You will have ±15 min precision during a year if you put a stick parallel to Earth axis, and not like on your picture. You could take a globe, glue stick parallel to rotation axis and suddenly find out that now stick shadow do not change its angle when you simulate orbiting the sun.
If you repeat on the Earth what is shown in your meme, you will get ±1 hour precision from vertical stick at same latitude. On the planet with 30° inclination as in the meme, instead of Earth's 23°, you will get ±1.5 hour precision, if that planet will have same rotation speed as Earth.
Well, this is yet another funny example when FE apologist did not even bother to find out how things works before making some statements about that thing.

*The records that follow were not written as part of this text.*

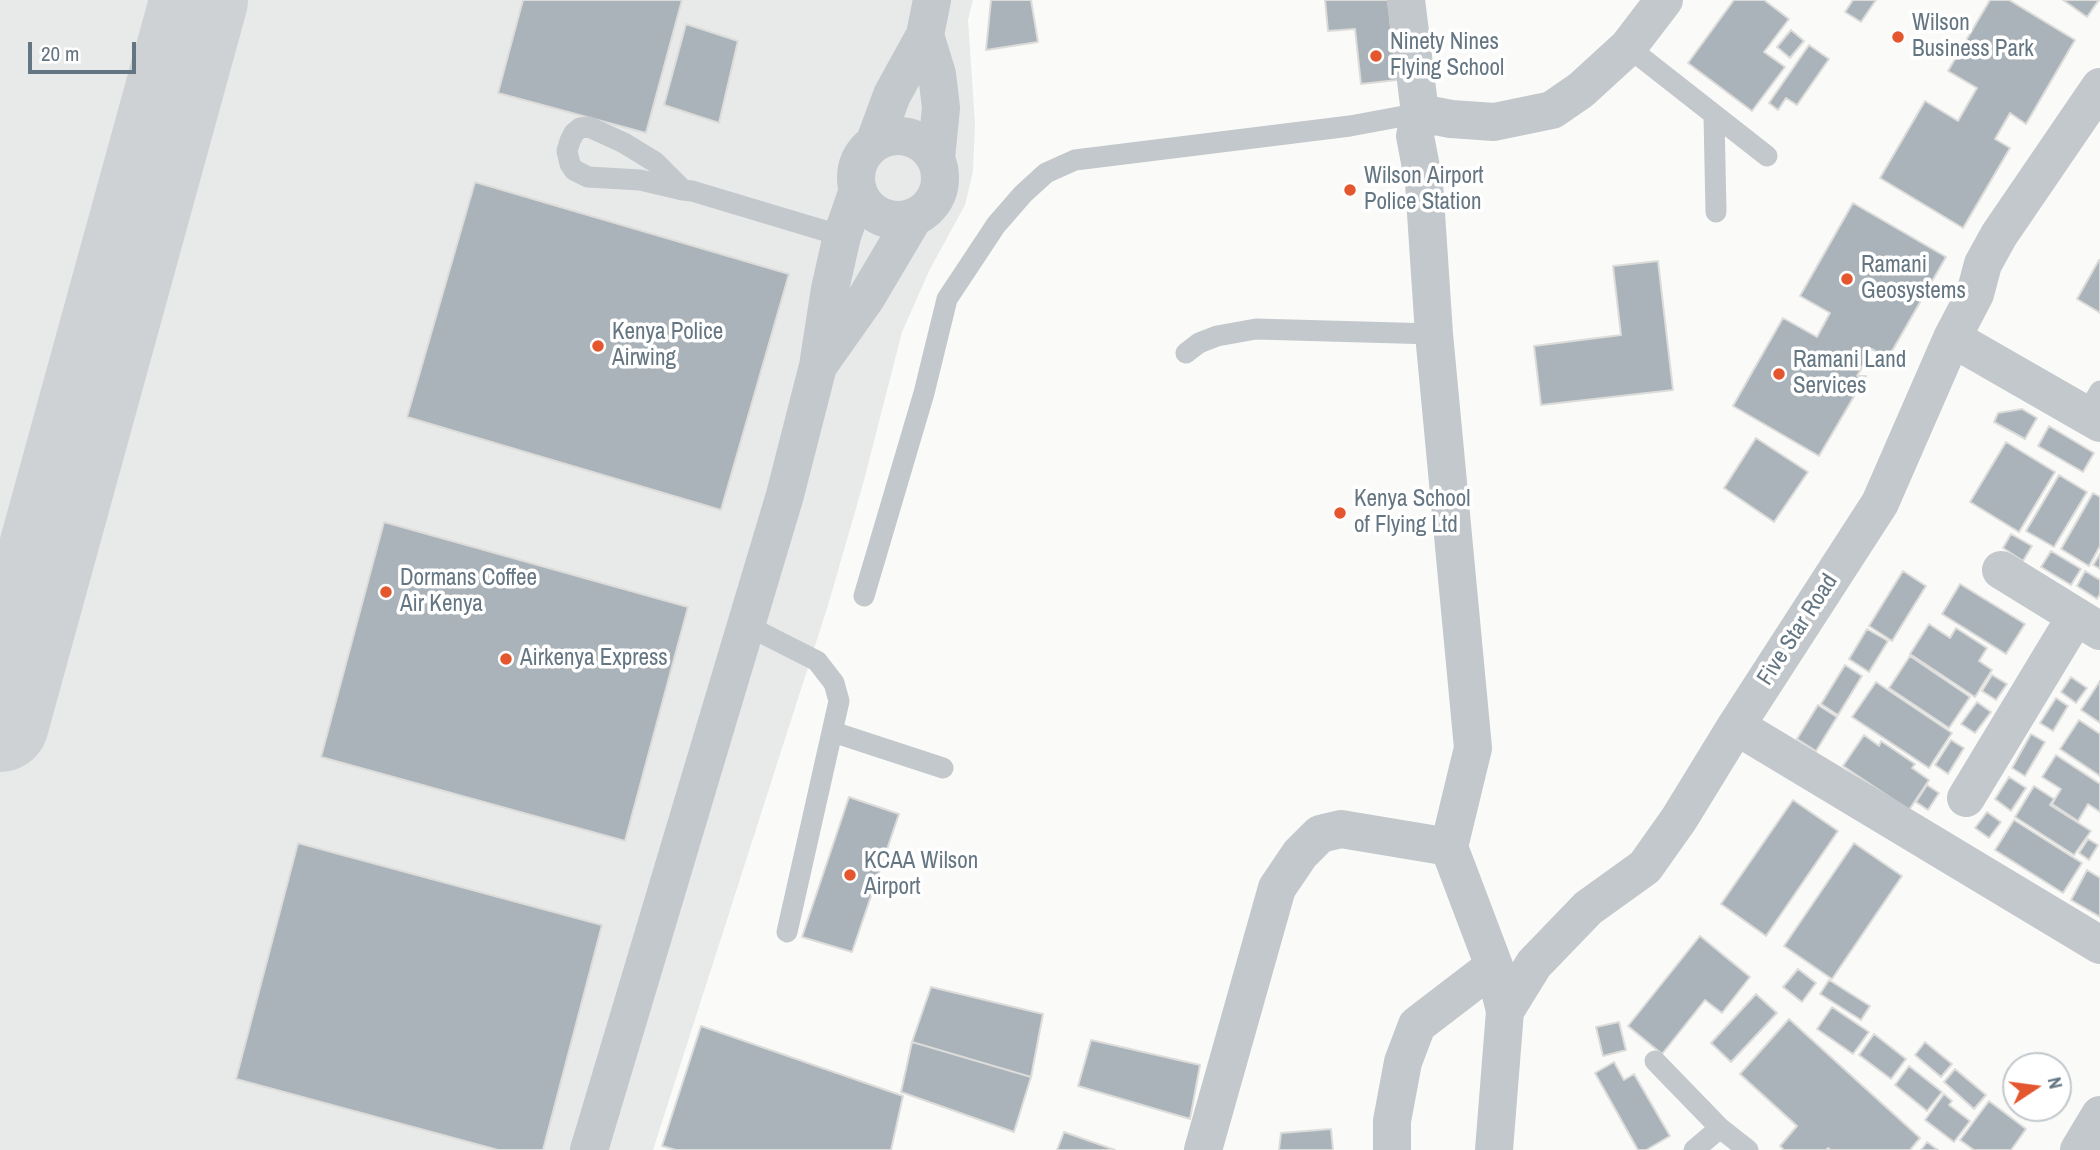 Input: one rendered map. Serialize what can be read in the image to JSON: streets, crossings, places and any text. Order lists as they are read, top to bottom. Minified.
{"streets":{"street":["Five Star Road"]},"places":["Wilson Business Park","Ninety Nines Flying School","Wilson Airport Police Station","Ramani Geosystems","Kenya Police Airwing","Ramani Land Services","Kenya School of Flying Ltd","Dormans Coffee Air Kenya","Airkenya Express","KCAA Wilson Airport"],"scale_bar":"20 m","north":"right"} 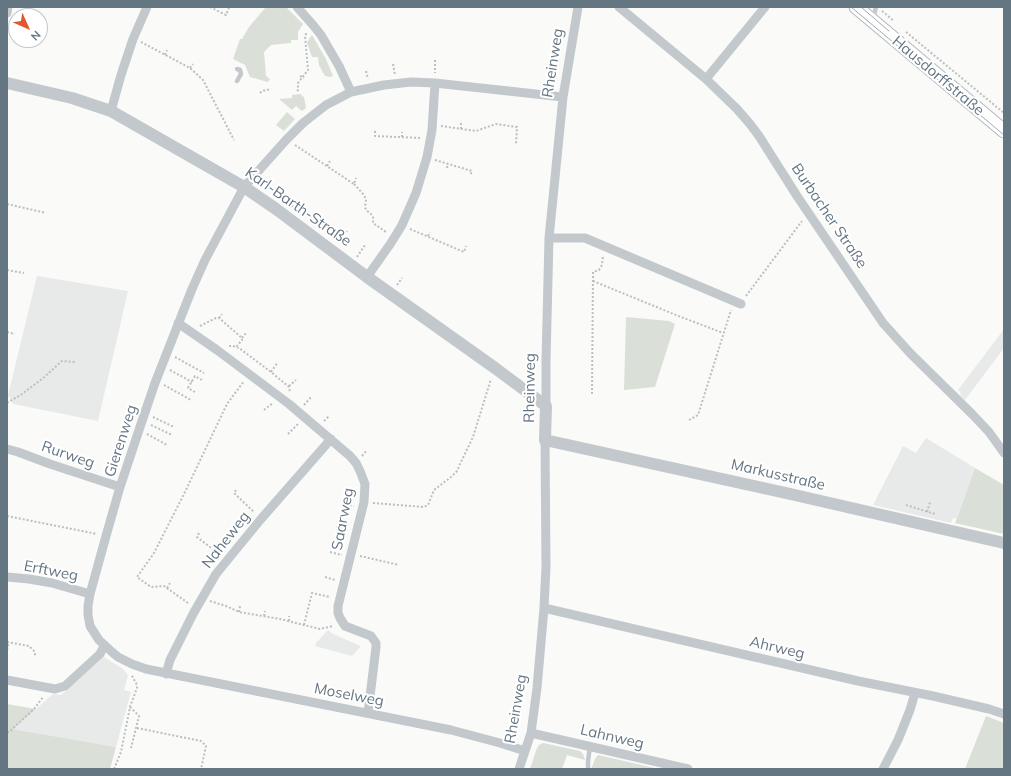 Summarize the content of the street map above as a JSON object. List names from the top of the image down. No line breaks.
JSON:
{"streets":{"main road":["Hausdorffstraße"],"street":["Rheinweg","Karl-Barth-Straße","Burbacher Straße","Gierenweg","Rurweg","Markusstraße","Saarweg","Naheweg","Erftweg","Ahrweg","Moselweg","Lahnweg"]},"crossings":[["Rheinweg","Karl-Barth-Straße"],["Rheinweg","Gierenweg"],["Rheinweg","Markusstraße"],["Rheinweg","Ahrweg"],["Rheinweg","Moselweg"],["Rheinweg","Lahnweg"],["Karl-Barth-Straße","Gierenweg"],["Gierenweg","Rurweg"],["Gierenweg","Saarweg"],["Gierenweg","Naheweg"],["Gierenweg","Erftweg"],["Gierenweg","Moselweg"],["Saarweg","Naheweg"],["Naheweg","Moselweg"]],"north":"bottom right"} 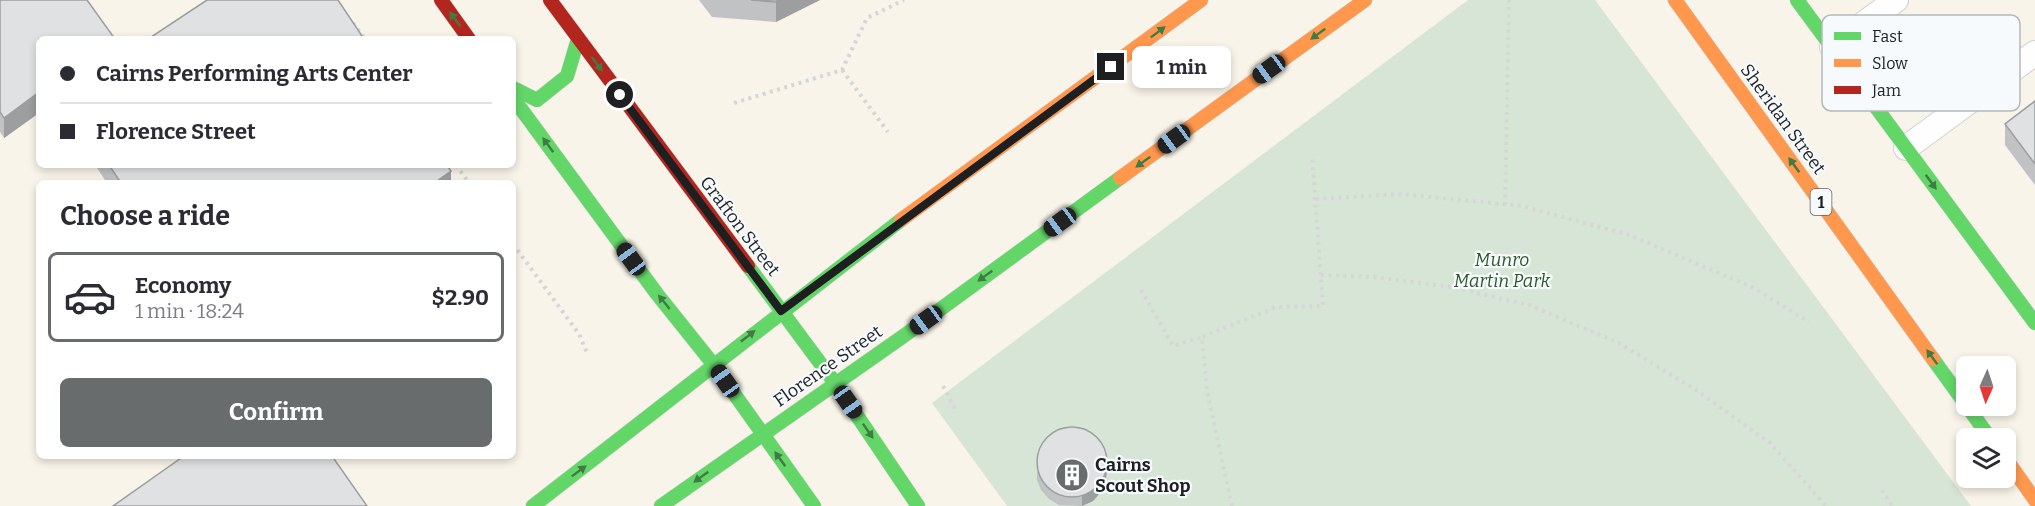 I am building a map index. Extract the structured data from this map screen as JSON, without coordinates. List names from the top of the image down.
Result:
{
  "streets": {
    "main road": [
      "Sheridan Street",
      "1",
      "Grafton Street",
      "Florence Street"
    ]
  },
  "crossings": [
    ["Grafton Street", "Florence Street"]
  ],
  "parks": ["Munro Martin Park"],
  "places": {
    "building": ["Cairns Scout Shop"]
  },
  "legend": ["Fast", "Slow", "Jam"],
  "north": "bottom",
  "page": {
    "banner": ["Cairns Performing Arts Center", "Florence Street"],
    "bubble": "1 min",
    "heading": "Choose a ride",
    "list": [
      {
        "name": "Economy",
        "note": "1 min · 18:24",
        "value": "$2.90"
      }
    ],
    "buttons": "Confirm"
  }
} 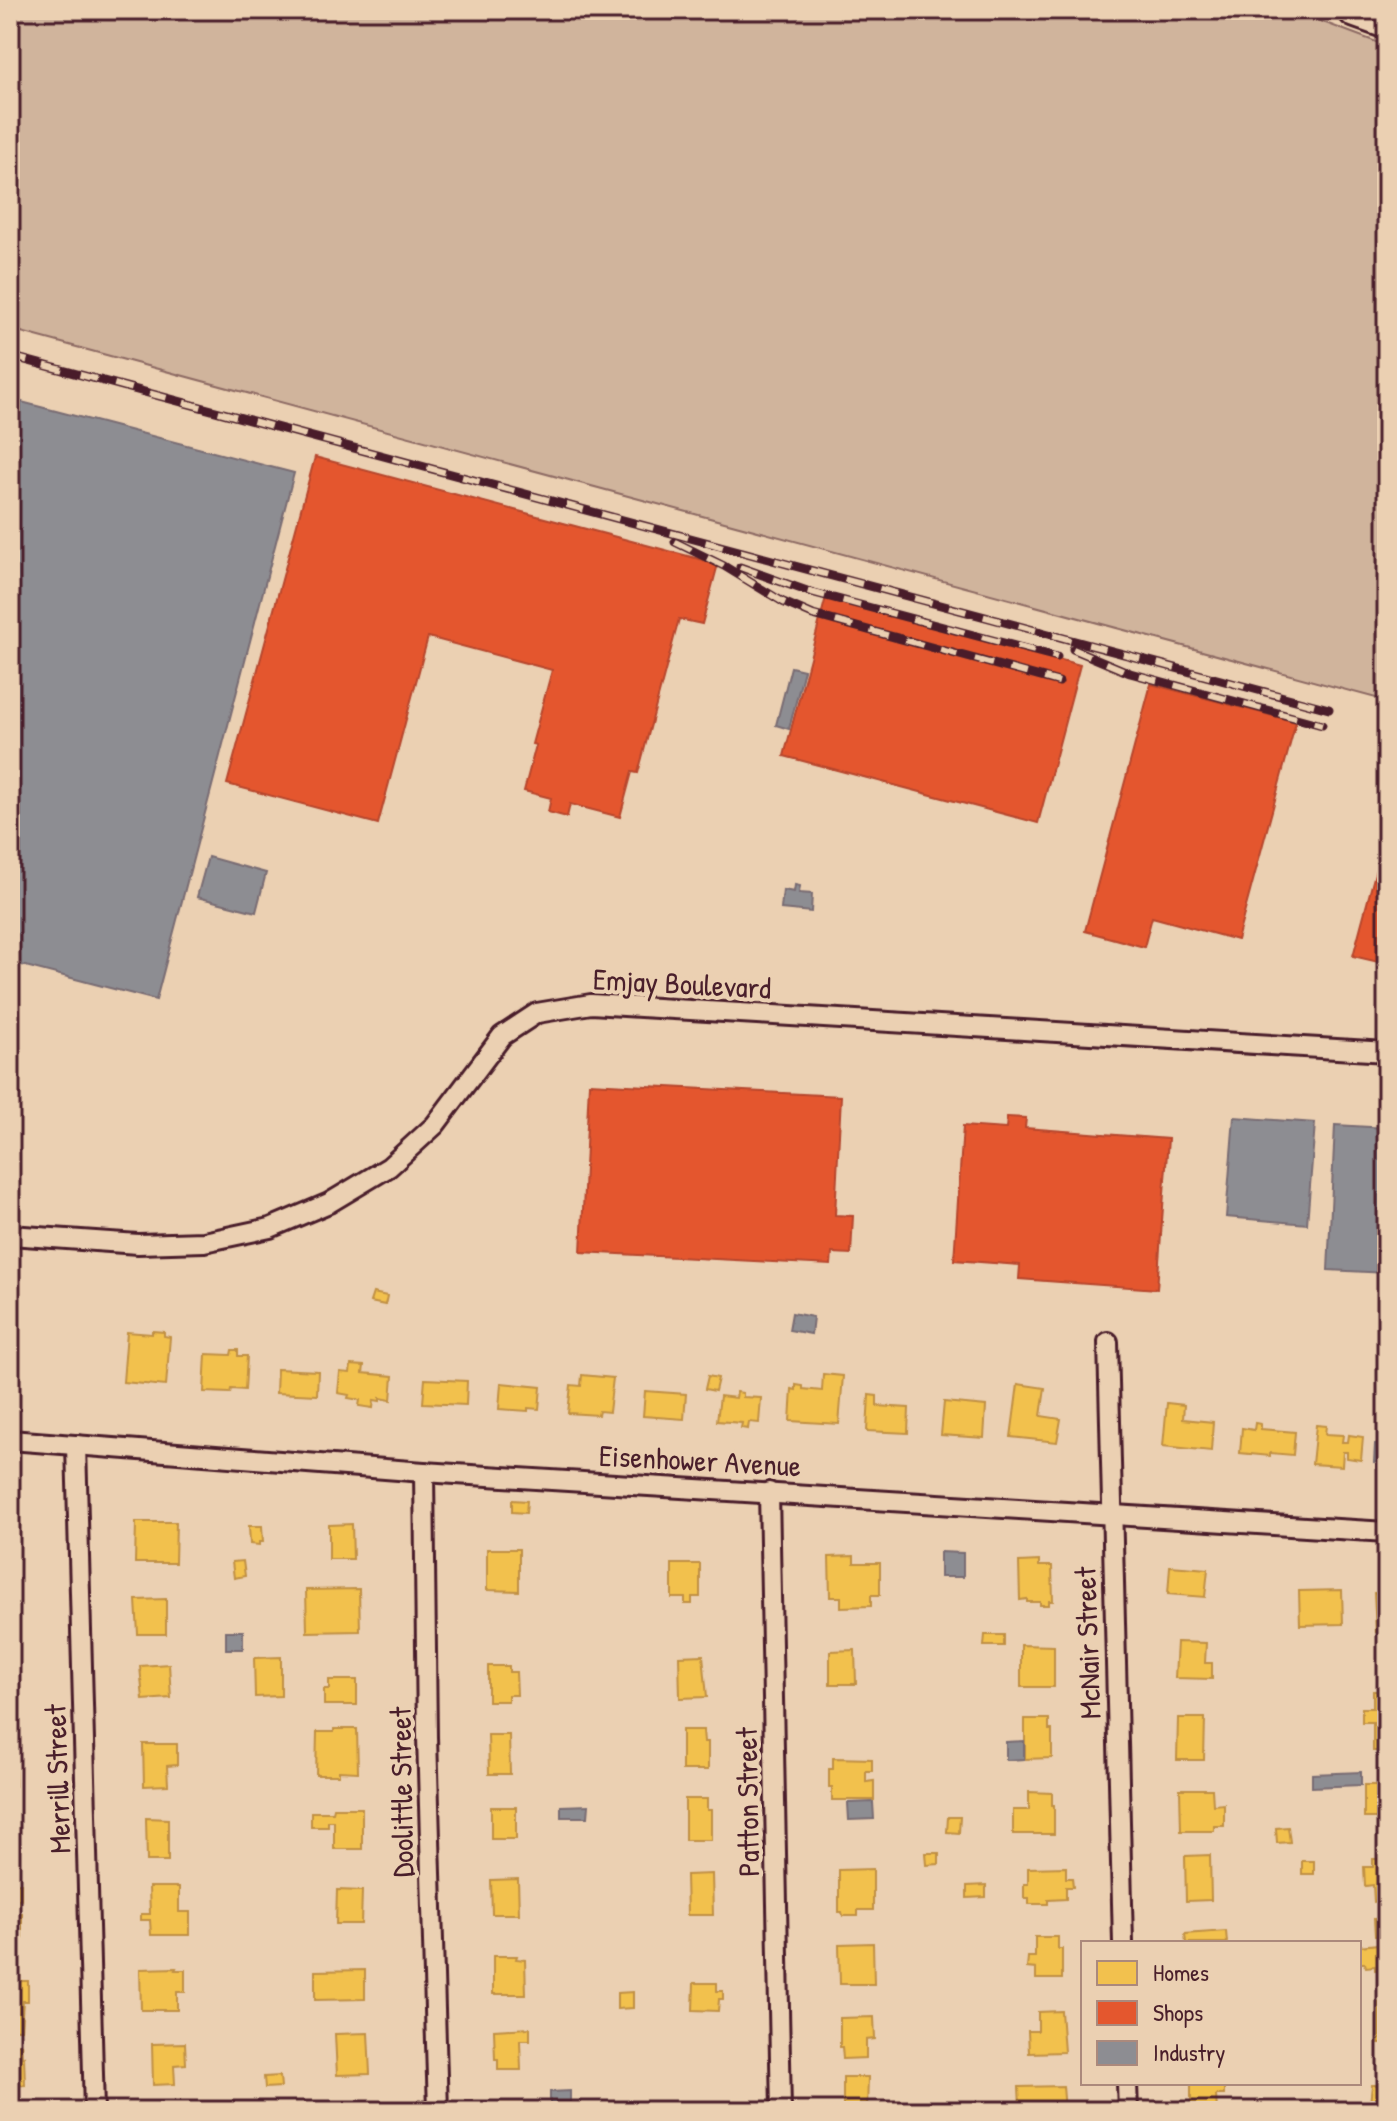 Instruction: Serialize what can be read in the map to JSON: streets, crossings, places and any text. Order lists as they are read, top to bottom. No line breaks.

This is even more hillarious than that thread when they thought that gyroscope in mechanical aviahorizons is a source of plane orientation data, when in reality gyroscope in aviahorizons is used as a ~10 minute dumper for a plummet. :)
Is it a kind of infectious disease among your kind? Why you don't want to learn how things work? Or your goal is just shit on every forum where something out-of-narrative discussed? Do you know what people did with well poisoners at the time?
But you are right, sundials do not NEED to be adjusted seasonally… unless you want to accurately tell time with it seasonally. However they will remain accurate on a year to year basis without adjustment (like the ancient sundials you speak of).
“You can capture an annalema by taking a picture of the sun at one location, every 24 hours, for a whole year.”
If you do the same thing with the shadow of a post, or sundial, the same figure 8 shape will appear. The “fat” part of the figure 8 is not “minuscule” when it comes to telling time.
The noon shadow on a sundial varies and has a range of over 30 minutes throughout the year. Sundials are only accurate April 15, June 15, September 1 and December 24 (the exact middle of the analemma, and what most sundials are zeroed to).
You said sundials wont work on a globe because they would point in different directions seasonally. THEY DO, 100% fact.
Your meme also shows an exaggerated difference in “noon” shadows by not having the point centered on the globe. In the left picture, the point is set to the right of center. In the right picture, the point is set to the left of center. This will result in a more drastic angle. It is essentially comparing the 11 am-ish shadow to the 1 pm-ish shadow.
The light does appear to be centered. You can tell because the marker is oriented directly towards the camera on both pics. The reason the highlight is off the line you drew is because the camera (observer) is higher than the light (sun). The highlight would only be spot on if the light and the camera were in the exact same angle. The geometry isn't hard to comprehend. You really think you can correct that big of an angle difference with the shadow?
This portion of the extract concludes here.